§ WHAT TO PRODUCE
An exact copy of the data is required, with no pictures in it.

§ RECORDED INFORMATION
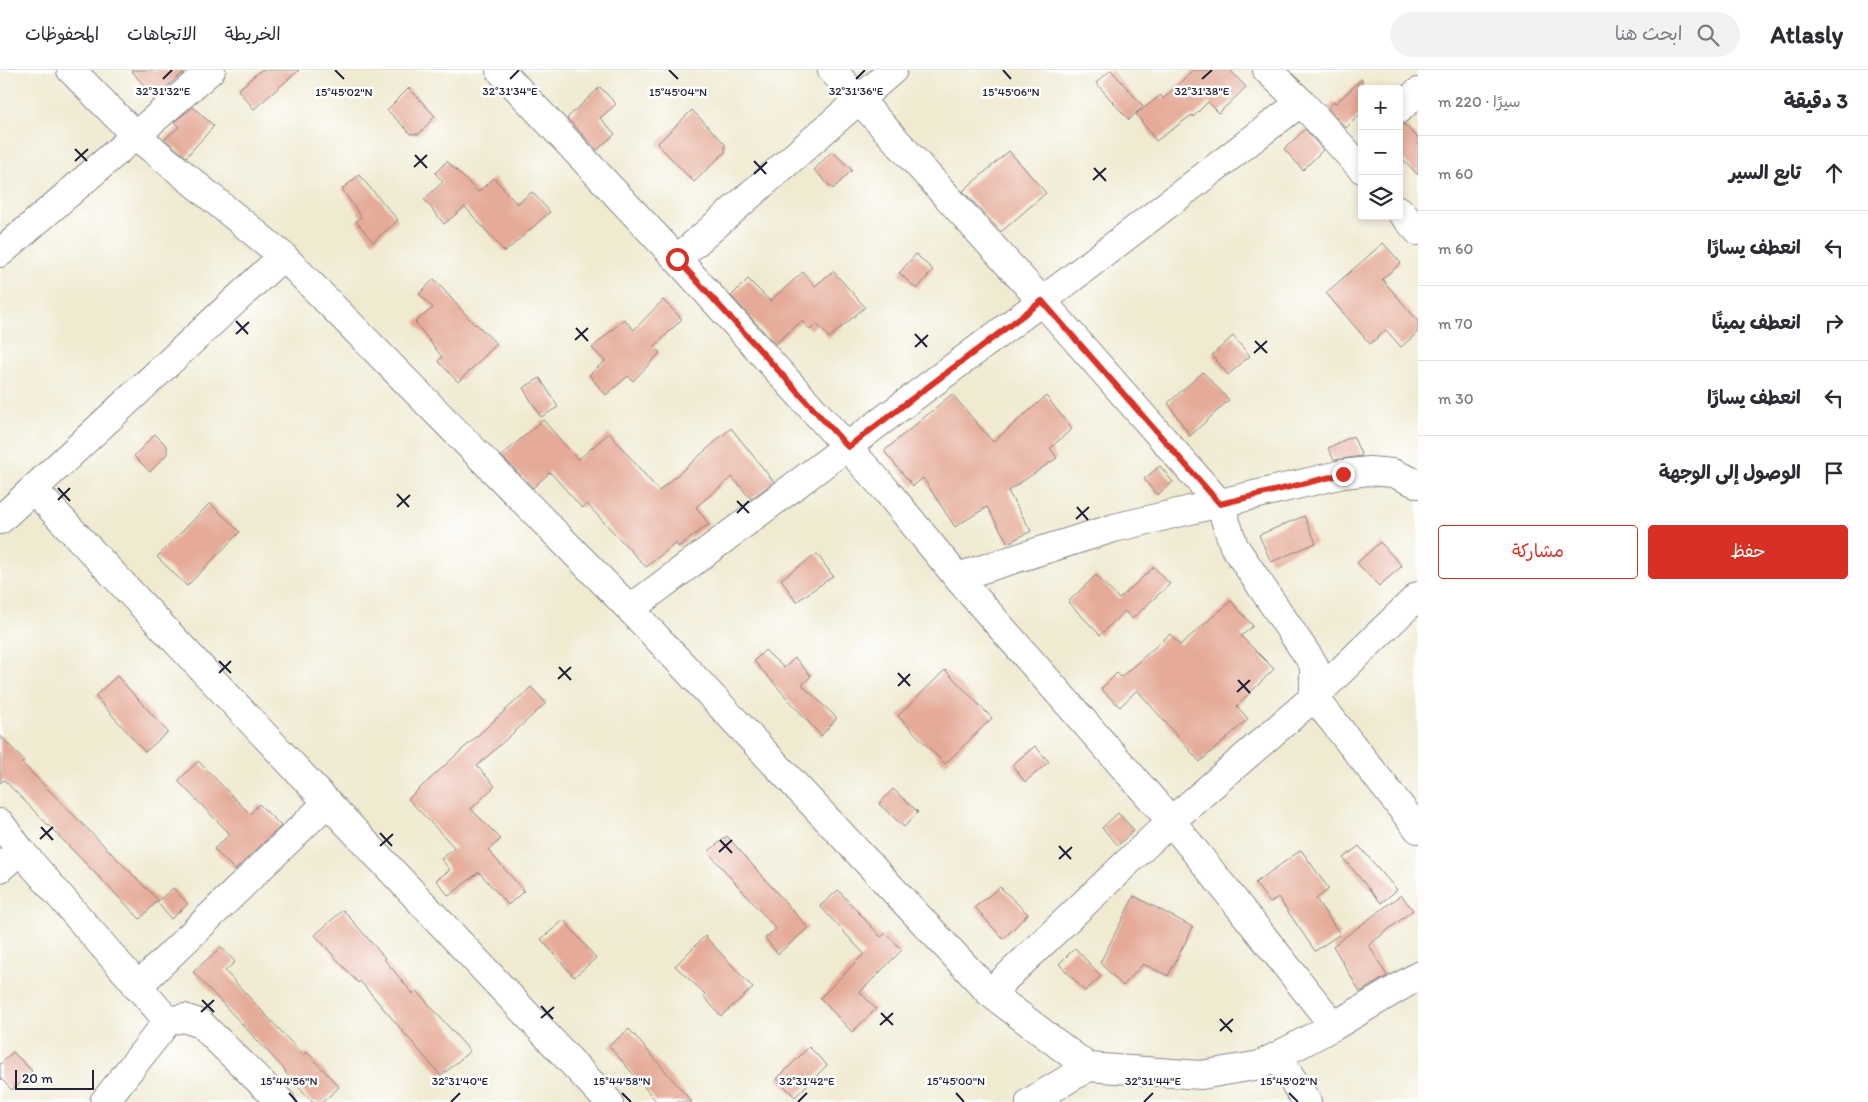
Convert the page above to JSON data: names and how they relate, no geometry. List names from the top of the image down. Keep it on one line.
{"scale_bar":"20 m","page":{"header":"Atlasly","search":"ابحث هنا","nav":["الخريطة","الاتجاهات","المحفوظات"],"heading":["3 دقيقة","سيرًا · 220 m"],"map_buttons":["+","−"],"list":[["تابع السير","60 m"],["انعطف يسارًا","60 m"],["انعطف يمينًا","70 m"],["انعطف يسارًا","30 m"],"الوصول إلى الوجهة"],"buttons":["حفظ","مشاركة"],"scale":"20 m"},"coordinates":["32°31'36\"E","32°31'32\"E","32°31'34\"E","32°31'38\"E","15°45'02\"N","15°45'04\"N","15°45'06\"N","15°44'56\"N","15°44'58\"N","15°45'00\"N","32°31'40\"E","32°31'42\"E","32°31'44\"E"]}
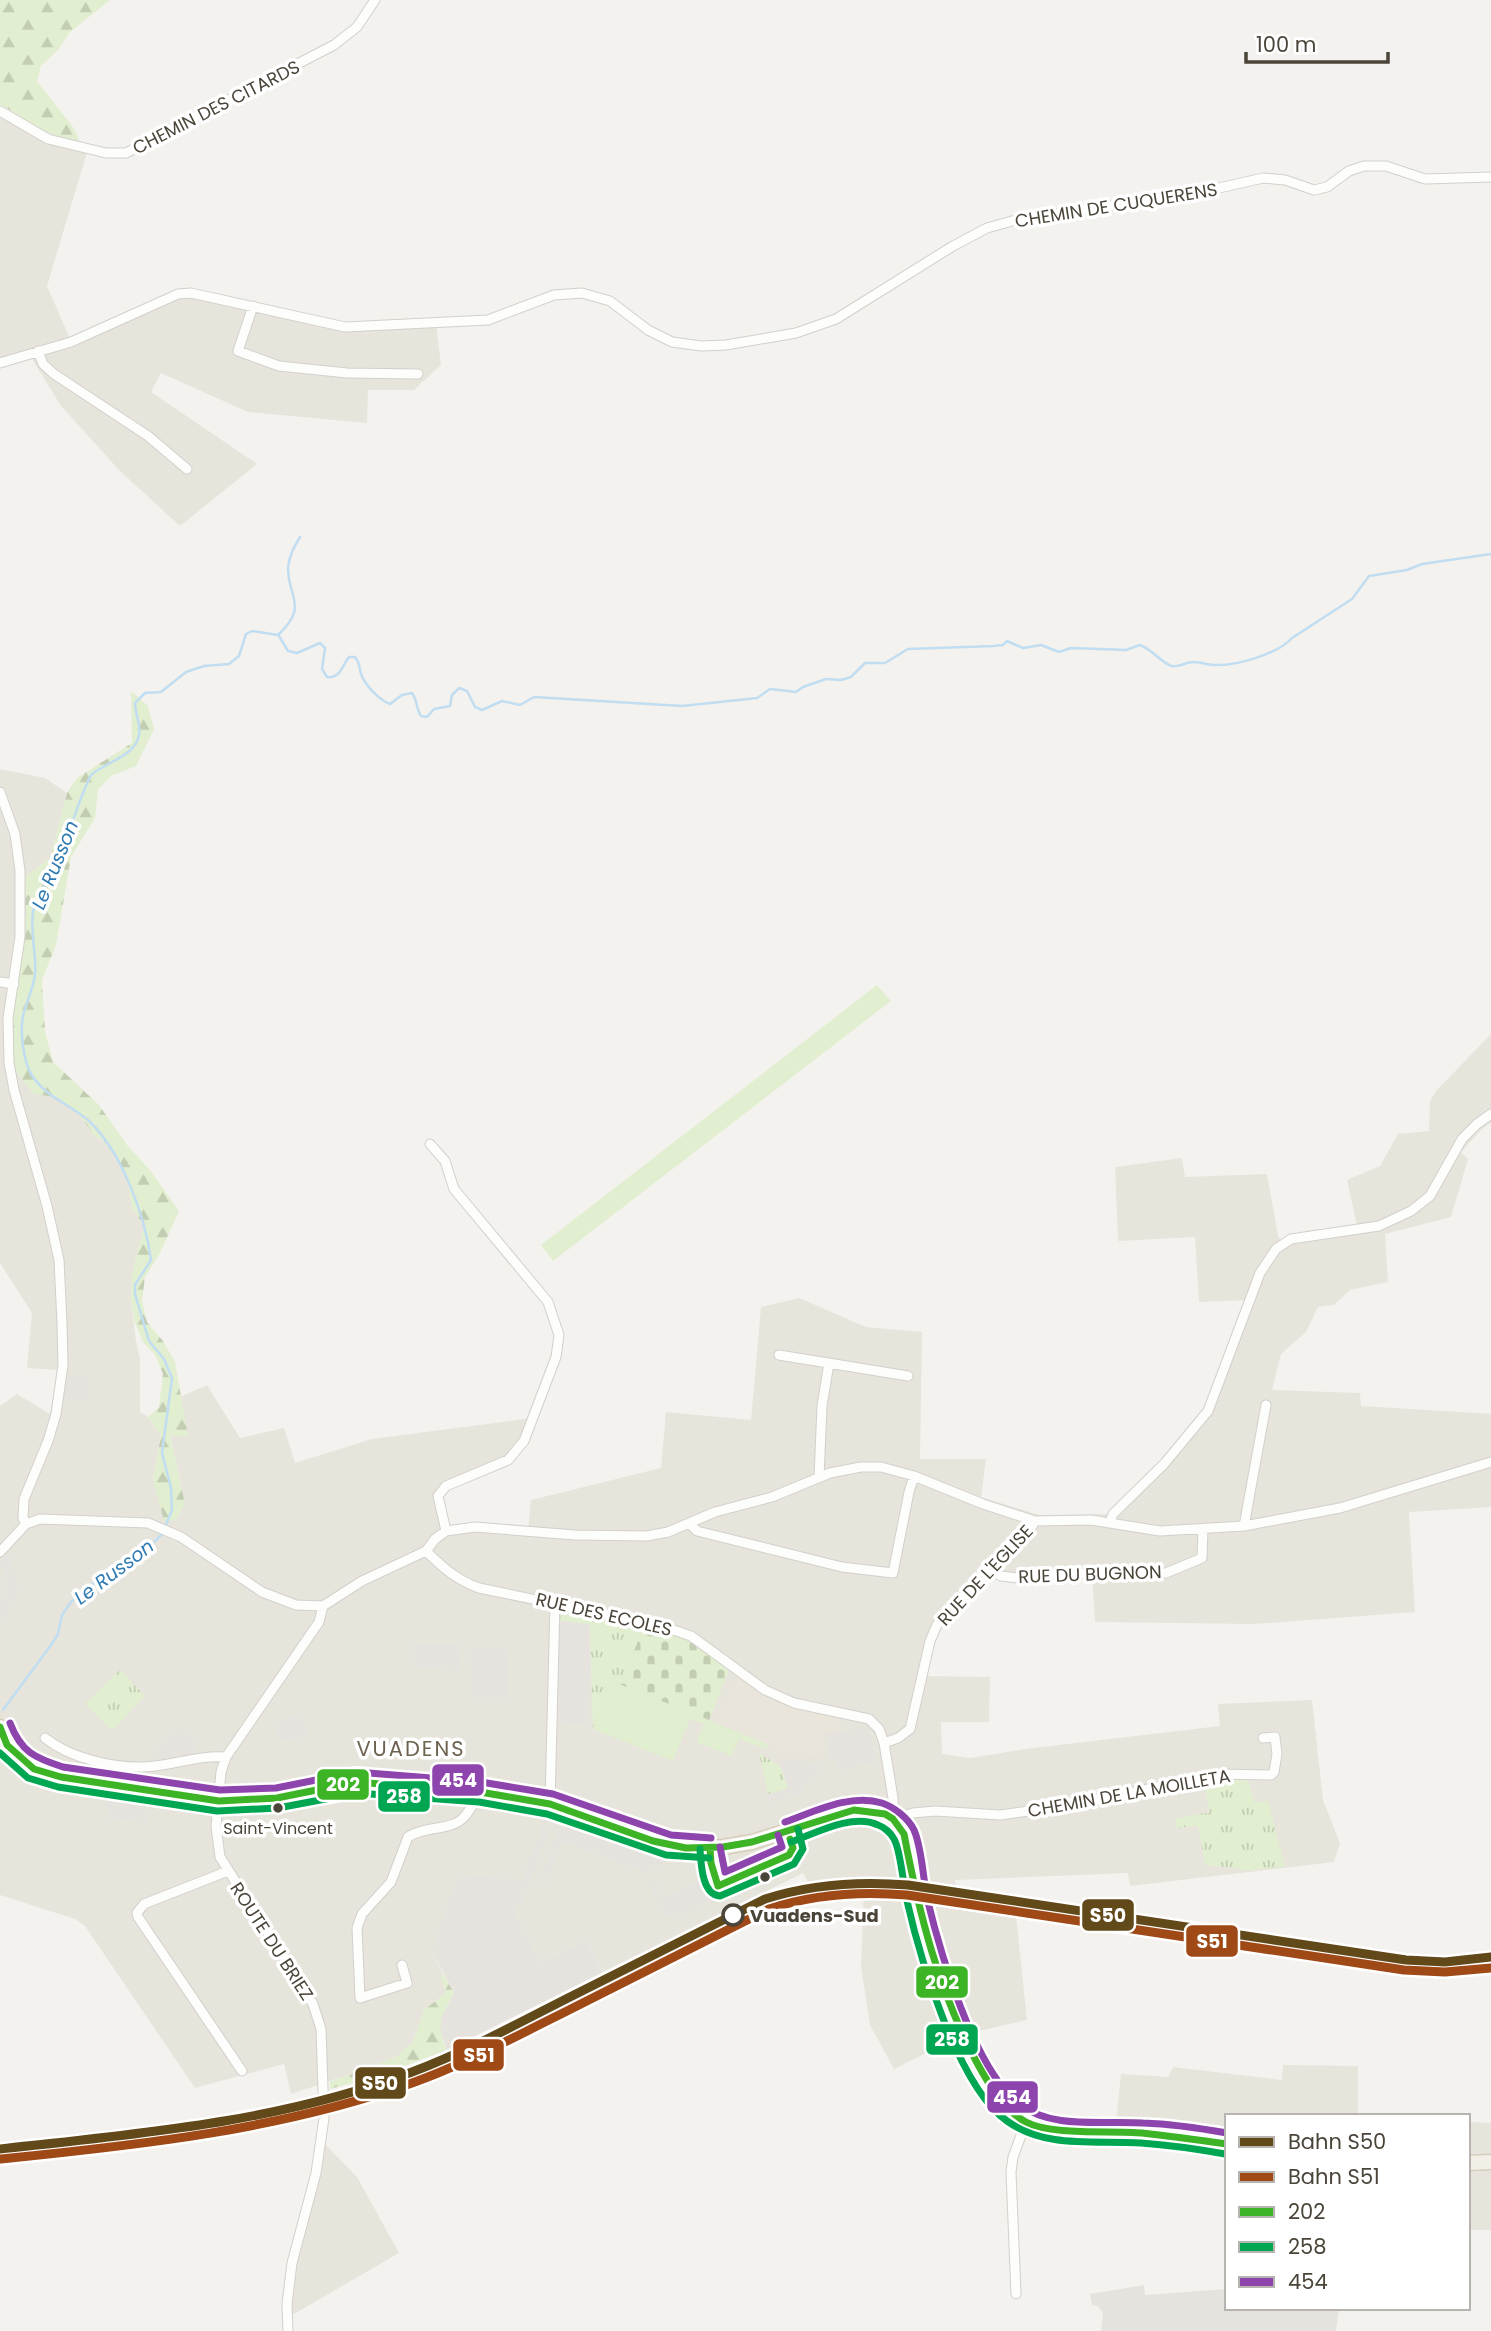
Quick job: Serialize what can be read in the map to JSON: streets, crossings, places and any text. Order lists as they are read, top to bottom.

§ FINAL ANSWER
Convert the page above to JSON data: names and how they relate, no geometry. List names from the top of the image down. Keep it on one line.
{"scale_bar":"20 m","page":{"header":"Atlasly","search":"ابحث هنا","nav":["الخريطة","الاتجاهات","المحفوظات"],"heading":["3 دقيقة","سيرًا · 220 m"],"map_buttons":["+","−"],"list":[["تابع السير","60 m"],["انعطف يسارًا","60 m"],["انعطف يمينًا","70 m"],["انعطف يسارًا","30 m"],"الوصول إلى الوجهة"],"buttons":["حفظ","مشاركة"],"scale":"20 m"},"coordinates":["32°31'36\"E","32°31'32\"E","32°31'34\"E","32°31'38\"E","15°45'02\"N","15°45'04\"N","15°45'06\"N","15°44'56\"N","15°44'58\"N","15°45'00\"N","32°31'40\"E","32°31'42\"E","32°31'44\"E"]}
Quick job: Serialize what can be read in the map to JSON: streets, crossings, places and any text. Order lists as they are read, top to bottom.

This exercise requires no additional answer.